Sandeep Mukherjee and Shumon Ahmed
Dhaka Art Summit 2016
5–8 February 2016
The Samdani Art Foundation is delighted to announce further details of Dhaka Art Summit 2016, which will take place from 5 to 8 February 2016. Dhaka Art Summit takes place at the Bangladesh Shilpakala Academy in partnership with the country’s national academy of fine and performing arts. The third edition of the bi-annual event will include major projects by internationally acclaimed artists including Lynda Benglis, Simryn Gill, Haroon Mirza, and Dayanita Singh; as well some of the most exciting emerging names from the region such as Ayesha Sultana, Waqas Khan, Maryam Jafri, Nge Lay, and Munem Wasif. For the first time, the event will also incorporate architecture, experimental writing and exhibitions of historical works from the 20th century as part of a new expanded programme. Once more, over 50 leading thinkers from South Asia and beyond will take part in a talks programme that will address art initiatives off the center in South Asia among other timely topics. While it is difficult for Indians to obtain visas to Pakistan (and vice versa), Bangladesh provides an ideal hub for regional thinkers to come together in person within the region.
Led by the foundation’s Artistic Director, Diana Campbell Betancourt, the curatorial team for the 2016 edition brings together representatives from international museums including Tate Modern, Centre Pompidou and the Kunsthalle Zurich with a range of South Asian partners. For Dhaka Art Summit 2016, this artistic team has devised a rich survey of artists, architects, filmmakers and writers from across South Asia. Around 200 artists will participate from countries including Afghanistan, Bangladesh, India, the Maldives, Myanmar, Nepal, Pakistan and Sri Lanka as well as those from the South Asian diaspora. The artists will be presented in tightly curated thematic exhibitions that break from the traditional country survey model. Building on Dhaka’s rich festival tradition, DAS 2016 will be a space that celebrates cosmopolitan histories and looks at very wide definitions of what a South Asia-focused art festival means. Artists and filmmakers from the 2016 programme such as Merchant Ivory, Lynda Benglis, Gaganendranath Tagore, John Giorno, Lida Abdul, Krishna Reddy, Rashid Choudhury, and Lionel Wendt exemplify the longstanding dialogue between South Asia and the rest of the world.
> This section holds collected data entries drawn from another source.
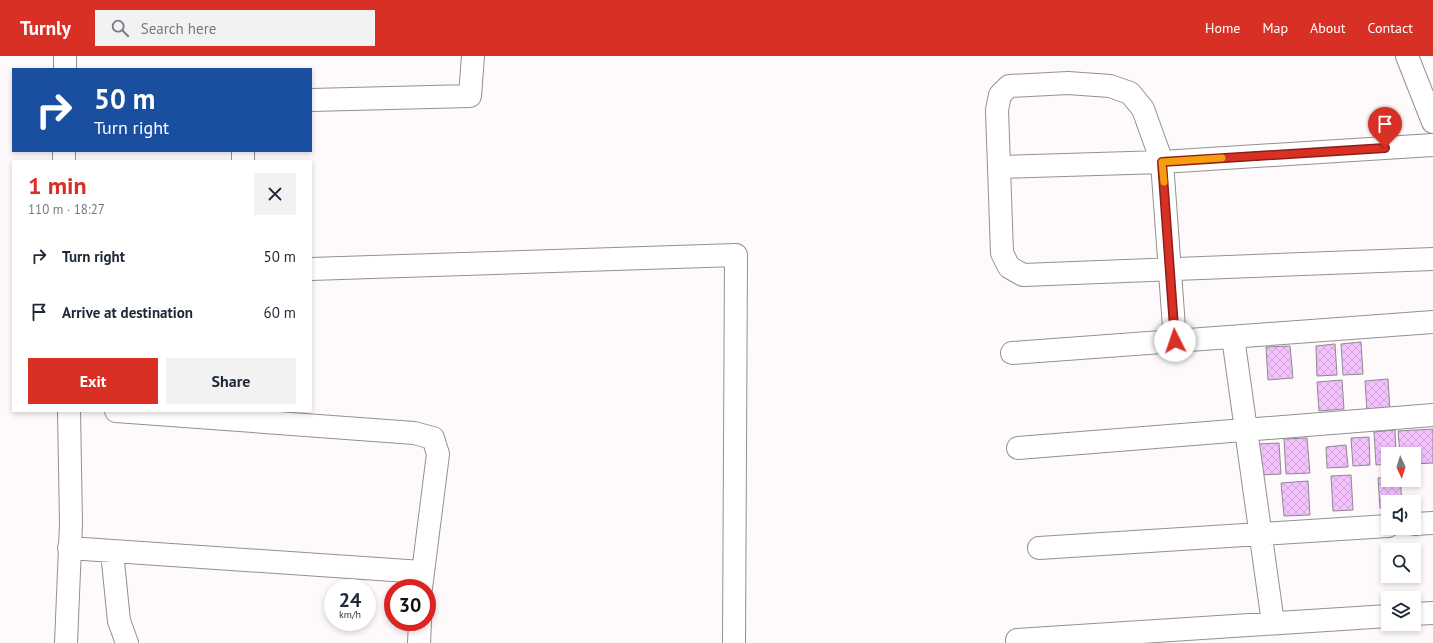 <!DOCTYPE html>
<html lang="en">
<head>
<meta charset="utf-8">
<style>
	body { margin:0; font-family:"PT Sans",sans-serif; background:#f2f2f3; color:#1f2937; height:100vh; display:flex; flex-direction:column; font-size:15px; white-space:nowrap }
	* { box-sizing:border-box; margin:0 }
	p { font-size:13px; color:#747a83 }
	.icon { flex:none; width:22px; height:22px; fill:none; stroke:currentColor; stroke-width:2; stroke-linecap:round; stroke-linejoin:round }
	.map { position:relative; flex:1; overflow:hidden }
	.sheet { position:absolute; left:12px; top:104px; width:300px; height:252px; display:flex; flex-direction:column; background:#fff; border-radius:0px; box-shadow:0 2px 6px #0003 }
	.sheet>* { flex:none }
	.banner { position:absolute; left:12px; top:12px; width:300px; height:84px; border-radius:0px; box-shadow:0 2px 6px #0003; background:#1a4fa0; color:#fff; overflow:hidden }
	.needle { width:26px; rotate:176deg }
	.tools { position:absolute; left:1381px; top:391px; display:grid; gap:8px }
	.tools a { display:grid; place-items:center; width:40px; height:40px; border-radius:0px; background:#fff; box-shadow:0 2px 6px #0003; font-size:20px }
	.speed { position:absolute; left:324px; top:523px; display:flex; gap:8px; font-size:20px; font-weight:700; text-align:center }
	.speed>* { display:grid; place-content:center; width:52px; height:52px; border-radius:50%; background:#fff; box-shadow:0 2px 6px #0003; line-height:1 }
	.speed small { font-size:10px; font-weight:400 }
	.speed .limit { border:6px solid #d22; background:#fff; color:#111 }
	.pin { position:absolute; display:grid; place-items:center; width:34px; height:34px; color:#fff; margin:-41px -17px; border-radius:50% 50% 50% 0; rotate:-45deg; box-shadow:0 0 4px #0007 }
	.pin .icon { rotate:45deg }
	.me { position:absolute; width:44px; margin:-22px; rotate:356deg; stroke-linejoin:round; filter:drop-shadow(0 0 3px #0008) }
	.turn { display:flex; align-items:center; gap:14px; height:84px; padding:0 16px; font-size:18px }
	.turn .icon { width:52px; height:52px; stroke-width:2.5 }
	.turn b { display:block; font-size:28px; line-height:34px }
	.round { display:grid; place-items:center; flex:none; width:42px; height:42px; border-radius:0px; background:#f2f2f3 }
	.overview { display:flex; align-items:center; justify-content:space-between; height:68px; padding:0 16px }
	h1 { font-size:24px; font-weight:700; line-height:30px; color:#d93025 }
	.button { display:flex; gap:8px; margin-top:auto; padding:8px 16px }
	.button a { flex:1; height:46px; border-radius:0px; background:#d93025; color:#fff; font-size:16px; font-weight:700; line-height:46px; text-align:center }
	.button a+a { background:#f2f2f3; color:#1f2937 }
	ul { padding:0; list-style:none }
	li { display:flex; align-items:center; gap:12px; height:56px; padding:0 16px }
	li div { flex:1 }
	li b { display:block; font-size:15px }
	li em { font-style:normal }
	header { display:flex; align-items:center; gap:24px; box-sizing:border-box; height:56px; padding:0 20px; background:#d93025; color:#fff }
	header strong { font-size:19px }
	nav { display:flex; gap:22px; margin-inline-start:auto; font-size:14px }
	.search { width:280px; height:36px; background:#f2f2f3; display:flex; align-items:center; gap:10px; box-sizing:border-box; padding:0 14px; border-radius:0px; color:#747a83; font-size:15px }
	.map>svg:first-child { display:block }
	.building { fill:url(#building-cross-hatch); stroke:#8c8a8d }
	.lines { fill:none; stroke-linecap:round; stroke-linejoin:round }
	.street-casing { stroke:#939092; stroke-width:24 }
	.street { stroke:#fff; stroke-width:22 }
	.route-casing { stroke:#8d1f18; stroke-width:10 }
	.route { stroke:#d93025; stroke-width:7 }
	.slow { stroke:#f59e0b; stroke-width:7 }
</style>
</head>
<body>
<header>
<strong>Turnly</strong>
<div class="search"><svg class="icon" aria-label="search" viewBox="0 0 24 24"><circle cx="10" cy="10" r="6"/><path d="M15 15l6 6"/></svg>Search here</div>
<nav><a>Home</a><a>Map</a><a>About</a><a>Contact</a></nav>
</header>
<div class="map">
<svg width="1433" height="587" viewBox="0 0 1433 587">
	<defs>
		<pattern id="building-cross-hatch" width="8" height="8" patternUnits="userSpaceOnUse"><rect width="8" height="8" fill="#f2c1fe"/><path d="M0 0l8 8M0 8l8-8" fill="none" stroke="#d0a6da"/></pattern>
	</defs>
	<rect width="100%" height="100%" fill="#fefafc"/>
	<path class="building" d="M1361,286L1363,318L1343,319L1341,288Z
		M1335,288L1337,319L1317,320L1316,290Z
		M1290,290L1293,322L1268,324L1266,291Z
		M1388,323L1390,354L1367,356L1365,325Z
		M1342,324L1344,353L1319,355L1317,326Z
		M1433,373V407L1414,408V398H1400L1398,375Z
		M1395,374L1396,398H1388V408L1376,409L1374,376Z
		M1369,381L1370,409L1353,410L1351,382Z
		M1307,382L1310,417L1286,418L1284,383Z
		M1279,387L1281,418L1261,419L1258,388Z
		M1346,389L1348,411L1327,412L1326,391Z
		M1351,419L1353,454L1333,455L1331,420Z
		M1388,421V424H1400L1402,446H1388V451L1380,452L1378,422Z
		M1308,425L1310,459L1284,460L1281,427Z"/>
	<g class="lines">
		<defs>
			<path id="street" d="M1407,0L1433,66
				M65,13V0
				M311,44L470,40L473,0
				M64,95V105
				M243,95V105
				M999,111L1162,106L1433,89
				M311,213L736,199L734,587
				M1233,281L1273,567
				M1175,285L1162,106L1143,53L1130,37L1110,30L1068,27L1009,30L1000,39L997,54L1002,197L1009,211L1023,219L1433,203
				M1012,297L1433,266
				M116,355L414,377L433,382L438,398L421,532
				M1018,392L1433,359
				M1414,468L1433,467
				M69,492L422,516
				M1039,492L1388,470
				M112,496L119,565L127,587
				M1414,558L1433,557
				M1017,584L1388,560
				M66,587L71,467L69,355
				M419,587L420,566"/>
		</defs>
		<use href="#street" class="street-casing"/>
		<use href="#street" class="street"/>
	</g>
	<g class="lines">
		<defs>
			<path id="route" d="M1175,285L1162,106L1385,92"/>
		</defs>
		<use href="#route" class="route-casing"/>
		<use href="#route" class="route"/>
		<path class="slow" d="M1164,126L1162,106L1222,102"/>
	</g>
</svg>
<div class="tools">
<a><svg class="needle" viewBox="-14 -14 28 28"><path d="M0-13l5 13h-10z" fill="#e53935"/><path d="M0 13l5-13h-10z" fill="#747a83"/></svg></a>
<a><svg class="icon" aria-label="sound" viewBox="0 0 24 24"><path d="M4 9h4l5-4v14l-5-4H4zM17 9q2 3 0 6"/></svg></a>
<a><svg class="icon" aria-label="search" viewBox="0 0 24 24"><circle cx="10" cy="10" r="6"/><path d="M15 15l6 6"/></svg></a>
<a><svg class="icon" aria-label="layers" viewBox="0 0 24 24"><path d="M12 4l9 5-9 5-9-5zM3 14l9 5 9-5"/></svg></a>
</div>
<div class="speed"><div>24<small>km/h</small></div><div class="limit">30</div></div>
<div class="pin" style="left:1385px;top:92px;background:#d93025"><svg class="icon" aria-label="arrive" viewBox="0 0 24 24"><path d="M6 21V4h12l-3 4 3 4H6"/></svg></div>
<svg class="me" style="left:1175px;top:285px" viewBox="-20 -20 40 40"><circle r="19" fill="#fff"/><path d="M0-13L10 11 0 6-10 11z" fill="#d93025"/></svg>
<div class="banner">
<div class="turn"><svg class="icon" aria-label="right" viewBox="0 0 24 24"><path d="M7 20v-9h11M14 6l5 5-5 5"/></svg><div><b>50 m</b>Turn right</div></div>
</div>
<section class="sheet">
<div class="overview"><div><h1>1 min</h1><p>110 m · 18:27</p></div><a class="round"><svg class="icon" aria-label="close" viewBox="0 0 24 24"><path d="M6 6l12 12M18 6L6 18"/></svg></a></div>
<ul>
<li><svg class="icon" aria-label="right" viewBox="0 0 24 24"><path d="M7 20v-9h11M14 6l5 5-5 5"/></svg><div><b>Turn right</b></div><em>50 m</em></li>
<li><svg class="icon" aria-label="arrive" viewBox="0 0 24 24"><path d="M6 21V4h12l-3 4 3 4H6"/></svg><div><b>Arrive at destination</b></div><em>60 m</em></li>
</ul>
<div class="button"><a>Exit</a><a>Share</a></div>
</section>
</div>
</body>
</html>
The 2016 solo projects, curated by Diana Campbell Betancourt, will explore what it means to be an individual in the context of South Asia, breaking away from any idea of national representation. Major solo projects, and primarly new commissions, will include Shumon Ahmed, Lynda Benglis, Simryn Gill, Waqas Khan, Shakuntala Kulkarni, Haroon Mirza, Amanullah Majadidi, Prabhavathi Meppayil, Sandeep Mukerjee, Po Po, Ayesha Sultana, Dayanita Singh, Tun Win Aung & Wah Nu, Mustafa Zaman, and Munem Wasif. Further names will be announced in October 2015.
Selected guest-curated exhibitions (More exhibitions to be announced in October 2015) Nada Raza, assistant curator at Tate Modern, will present an exhibition exploring the influence of sci-fi and retro-futurism in South Asia including artists from across Pakistan, India, Bangladesh and Sri Lanka. Raza will draw on historical material including one of the first science fiction stories in the Bengali language, written by the scientist J.C. Bose in 1896, as well as a 1920s watercolour by Gaganendranath Tagore, which looks skyward to imagine a cosmological vortex in the heavens. These motifs of astral journeys and alien encounters will be traced through different generations of South Asian artists who experienced the wonder and hubris of the space age from a slightly different tilt on the universe.